Stored items
──────────────────────────────

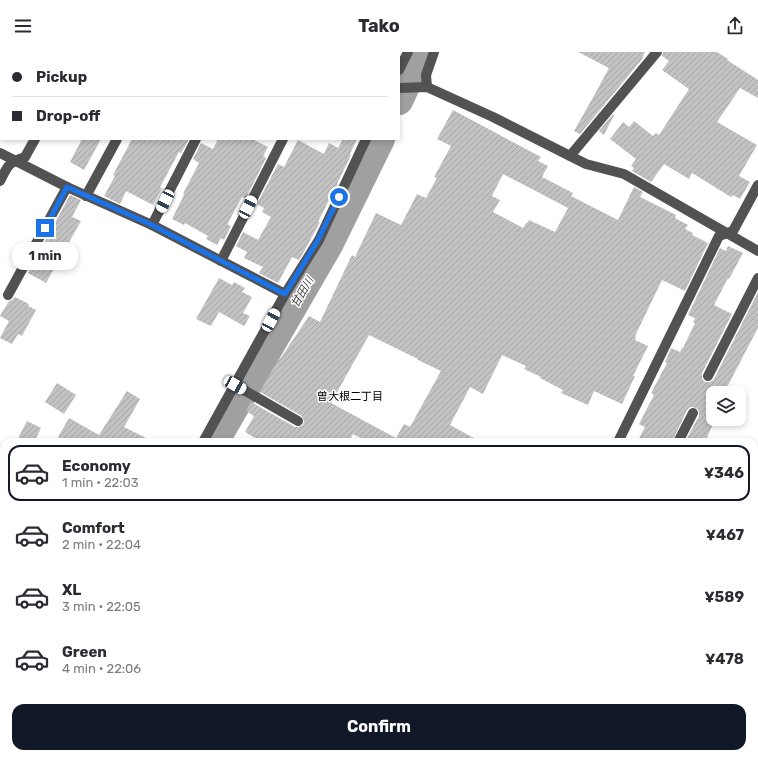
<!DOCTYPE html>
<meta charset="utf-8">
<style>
body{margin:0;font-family:Rubik,"Noto Sans JP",sans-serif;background:#f7f7f7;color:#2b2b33;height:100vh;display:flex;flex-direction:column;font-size:15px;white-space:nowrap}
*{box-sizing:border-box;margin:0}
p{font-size:13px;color:#7c7c81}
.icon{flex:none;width:22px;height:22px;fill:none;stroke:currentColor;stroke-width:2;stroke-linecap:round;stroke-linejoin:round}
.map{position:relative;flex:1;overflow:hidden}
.side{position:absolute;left:0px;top:386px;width:758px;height:320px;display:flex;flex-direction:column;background:#fff;border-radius:12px 12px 0 0;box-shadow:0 2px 6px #0003}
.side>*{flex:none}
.top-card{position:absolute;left:0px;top:0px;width:400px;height:88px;box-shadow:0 2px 6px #0003;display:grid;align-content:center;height:88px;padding:0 12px;background:#fff}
.tools{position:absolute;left:706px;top:334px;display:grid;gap:8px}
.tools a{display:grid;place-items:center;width:40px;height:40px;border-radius:8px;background:#fff;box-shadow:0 2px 6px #0003;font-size:20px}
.end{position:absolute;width:18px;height:18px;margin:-9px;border:5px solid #1a73e8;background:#fff;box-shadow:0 0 0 2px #fff}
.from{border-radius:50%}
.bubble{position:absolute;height:28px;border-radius:12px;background:#fff;box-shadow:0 2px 6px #0003;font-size:13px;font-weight:700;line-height:28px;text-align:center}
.car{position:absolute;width:12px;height:24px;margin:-12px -6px;border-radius:5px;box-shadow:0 0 3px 1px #0007;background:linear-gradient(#fff 24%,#345 0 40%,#fff 0 76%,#345 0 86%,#fff 0)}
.top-card b{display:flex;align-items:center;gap:14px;height:38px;font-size:15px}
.top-card b+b{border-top:1px solid #e1e1e2}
.top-card i{width:10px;height:10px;background:#2b2b33}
ul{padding:7px 0 0;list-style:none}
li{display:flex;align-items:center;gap:12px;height:56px;margin:0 8px 6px;padding:0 4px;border:2px solid transparent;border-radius:12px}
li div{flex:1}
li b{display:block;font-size:15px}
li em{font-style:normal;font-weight:700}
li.current{border-color:#111827}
li>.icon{width:36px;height:36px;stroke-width:1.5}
.cta{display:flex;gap:8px;margin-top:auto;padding:8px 12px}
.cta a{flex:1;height:46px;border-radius:12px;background:#111827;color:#fff;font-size:16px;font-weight:700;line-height:46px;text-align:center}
header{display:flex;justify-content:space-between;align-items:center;height:52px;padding:0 12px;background:#fff;font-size:18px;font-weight:700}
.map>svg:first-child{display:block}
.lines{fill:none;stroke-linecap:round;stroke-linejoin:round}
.river{stroke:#a0a0a0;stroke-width:28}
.building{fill:url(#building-hatch);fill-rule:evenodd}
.highway-casing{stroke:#dbdbdb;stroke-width:14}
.minor{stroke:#525252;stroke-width:10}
.highway{stroke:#000;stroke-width:12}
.route{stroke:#1a73e8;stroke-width:5}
.labels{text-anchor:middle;stroke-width:3;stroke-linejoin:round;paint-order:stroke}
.water-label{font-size:11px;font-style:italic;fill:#414141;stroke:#fff}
.neighbourhood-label{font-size:11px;fill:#000;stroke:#fff}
</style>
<header><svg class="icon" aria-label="menu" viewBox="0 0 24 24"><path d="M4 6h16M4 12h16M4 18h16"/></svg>Tako<svg class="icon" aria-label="share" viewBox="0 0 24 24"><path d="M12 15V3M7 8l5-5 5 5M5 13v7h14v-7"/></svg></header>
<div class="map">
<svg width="758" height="706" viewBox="0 0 758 706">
<defs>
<pattern id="building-hatch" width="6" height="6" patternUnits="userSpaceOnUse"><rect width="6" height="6" fill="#c2c2c2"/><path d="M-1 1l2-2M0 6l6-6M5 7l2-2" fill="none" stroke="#a5a5a5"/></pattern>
</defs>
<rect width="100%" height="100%" fill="#fff"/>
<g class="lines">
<g class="river">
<polyline points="399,49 422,0"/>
<polyline points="215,390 329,193 381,87"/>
<polyline points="32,706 34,702"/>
</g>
</g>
<g class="building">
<polygon points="578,0 645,0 641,9 637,13 634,17 580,82 574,79 596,40 609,16"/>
<polygon points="663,0 717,0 728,7 727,8 758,28 758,46 740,36 717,70 757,93 739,124 750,130 740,147 733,143 731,145 692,121 689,127 664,112 651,130 632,119 634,116 631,114 636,107 610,87 623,70 629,75 634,69 653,84 656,81 659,83 689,37 662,18 669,9 662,4"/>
<path d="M453,58l88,47 -3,4 10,5 -6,11 31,16 -2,3 47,24 16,-33 9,5 -3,5 36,18 -1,3 13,7 -3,4 8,4 -1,2 16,8 -23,48 -23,-11 -27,56 1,1 -1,3 13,6 -15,30h2l-13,28 -28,-13 -6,14 -27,-12 2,-3 -23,-12 1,-1 -17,-8 2,-3 -24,-11 -19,39 -13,-7 -20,38 31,17h-112l-16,-8 -4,8h-87l-17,-10 9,-16 -8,-5 5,-9 44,25h3l5,-2 1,-4 -2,-5 -42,-24 19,-34 1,1 29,-43 11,6 32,-67 3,2 21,-44 25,12 16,-31 9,4 11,-20 -3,-1 17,-31 -14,-7zM503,122l65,34 -13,24 -26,-12 -2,3h-1l-3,5 -30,-16 7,-12 -8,-4zM369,283l49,24v1l23,11 -31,56 -6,-3 -8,14 -65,-35z"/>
<polygon points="613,62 614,63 604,83 599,79"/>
<polygon points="82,87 101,87 84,118 70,110"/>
<polygon points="132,87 189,87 181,101 179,100 160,135 162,136 153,153 126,139 120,152 104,144 115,124 113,123"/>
<polygon points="218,87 252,87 268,95 263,104 266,106 246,146 242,145 228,171 228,173 231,174 224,188 221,186 217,193 206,187 208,184 185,171 184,173 172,167 184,143 183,142 199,111 193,107 201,91 213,97"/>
<polygon points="343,87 357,87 350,102 351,103 337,132 338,132 331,147 330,146 318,170 320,170 307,194 299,208 292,205 278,231 259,221 263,215 244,206 247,200 236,194 243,180 258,188 271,165 262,160 264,156 257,152 278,112 284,115 298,88 324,102 329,91 338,96"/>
<polygon points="70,143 81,148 72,165 81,169 46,231 28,221"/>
<polygon points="728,194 743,201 729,227 728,226 714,253 732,262 702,321 702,325 703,328 705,330 709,330 712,329 714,327 758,240 758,276 749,293 724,341 713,341 713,372 705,390 685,390 699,364 699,360 698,357 693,355 690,355 687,358 672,390 637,390 645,375 639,372 654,343 651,341 667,311 665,310 671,296 680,300 682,296 683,296 695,271 693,270 695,266 688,263 720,196 726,199"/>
<polygon points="219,226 232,233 234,230 245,236 242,240 252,245 243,261 250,264 244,274 219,260 211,274 196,267"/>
<polygon points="15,245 29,252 28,254 36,258 22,284 18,282 12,292 0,286 9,269 0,264 9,249 12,248"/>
<polygon points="57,331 76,343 64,362 45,350"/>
<polygon points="127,339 140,347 124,375 154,390 67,390 58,385 69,366 99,383"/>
<polygon points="27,369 41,376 34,390 16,390"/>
</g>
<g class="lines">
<g class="highway-casing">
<g id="highway">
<polyline points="0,446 4,449"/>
<polyline points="0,470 4,473"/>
<polyline points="303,702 308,706"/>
<polyline points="334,702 339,706"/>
</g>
</g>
<g class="minor">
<polyline points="254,0 256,1"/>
<polyline points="82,1 83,0"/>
<polyline points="162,1 163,0"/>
<polyline points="240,1 240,0"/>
<polyline points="399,18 408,0"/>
<polyline points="427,35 426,23 434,0"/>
<polyline points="399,36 427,35 493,65 586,112 624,122 758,199"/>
<polyline points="0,101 67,135 152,173 285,242"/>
<polyline points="570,104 657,0"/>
<path d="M0,129c8,-15 7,-18 25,-24l10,-18"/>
<polyline points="86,144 117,87"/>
<polyline points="152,173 196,87"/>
<polyline points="221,209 283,87"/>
<polyline points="8,243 67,135"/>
<polyline points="708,324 758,226"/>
<polyline points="235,333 298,369"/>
<polyline points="203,390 285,242 319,188 366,87"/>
<polyline points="618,390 719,184 733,179 758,133"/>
<polyline points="678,390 693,361"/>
<polyline points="0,423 4,426"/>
<polyline points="0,492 4,495"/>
<polyline points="755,497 758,491"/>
<polyline points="0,503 4,501"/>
<polyline points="754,658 758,651"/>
<polyline points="278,702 283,706"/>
<polyline points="370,702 375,706"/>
<polyline points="609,702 616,706"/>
<polyline points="15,706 17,702"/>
<polyline points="654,706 656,702"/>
<polyline points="727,706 729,702"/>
</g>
<use href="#highway" class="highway"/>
</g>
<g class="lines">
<polyline class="route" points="45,176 67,135 152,173 285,242 318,188 339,145"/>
</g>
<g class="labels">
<g class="water-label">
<text transform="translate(302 240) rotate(-60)" y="4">甘田川</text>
</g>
<g class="neighbourhood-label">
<text x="350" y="348">曽大根二丁目</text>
</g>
</g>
</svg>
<div class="tools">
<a><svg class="icon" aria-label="layers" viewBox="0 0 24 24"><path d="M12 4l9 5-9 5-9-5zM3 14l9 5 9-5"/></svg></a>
</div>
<i class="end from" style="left:339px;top:145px"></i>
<i class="end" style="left:45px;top:176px"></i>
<div class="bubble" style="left:12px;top:190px;width:66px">1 min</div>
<i class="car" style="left:165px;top:149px;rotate:207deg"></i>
<i class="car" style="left:248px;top:155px;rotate:27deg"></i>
<i class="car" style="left:271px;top:268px;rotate:28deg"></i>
<i class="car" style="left:235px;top:333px;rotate:119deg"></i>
<div class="top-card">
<b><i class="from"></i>Pickup</b>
<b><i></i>Drop-off</b>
</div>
<section class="side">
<ul>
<li class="current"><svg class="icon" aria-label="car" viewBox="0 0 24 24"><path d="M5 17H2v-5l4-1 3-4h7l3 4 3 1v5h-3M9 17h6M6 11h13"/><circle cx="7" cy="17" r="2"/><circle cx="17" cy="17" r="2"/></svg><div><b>Economy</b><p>1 min · 22:03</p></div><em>¥346</em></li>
<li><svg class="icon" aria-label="car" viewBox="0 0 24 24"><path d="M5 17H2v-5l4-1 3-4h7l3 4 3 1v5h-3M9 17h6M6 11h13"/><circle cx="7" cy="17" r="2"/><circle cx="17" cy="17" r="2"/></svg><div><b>Comfort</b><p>2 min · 22:04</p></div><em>¥467</em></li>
<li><svg class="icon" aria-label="car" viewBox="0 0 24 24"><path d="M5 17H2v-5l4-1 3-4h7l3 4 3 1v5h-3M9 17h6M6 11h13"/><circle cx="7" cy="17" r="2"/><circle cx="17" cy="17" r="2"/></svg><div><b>XL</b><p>3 min · 22:05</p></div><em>¥589</em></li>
<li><svg class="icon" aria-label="car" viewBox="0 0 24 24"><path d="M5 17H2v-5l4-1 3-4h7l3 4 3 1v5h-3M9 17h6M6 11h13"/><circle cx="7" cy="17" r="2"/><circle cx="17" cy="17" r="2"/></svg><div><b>Green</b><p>4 min · 22:06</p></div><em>¥478</em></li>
</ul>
<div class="cta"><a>Confirm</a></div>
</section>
</div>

──────────────────────────────

[Work item]
Tally the lines in this data that hold the word "bubble" and state only the count.

[Problem solution]
2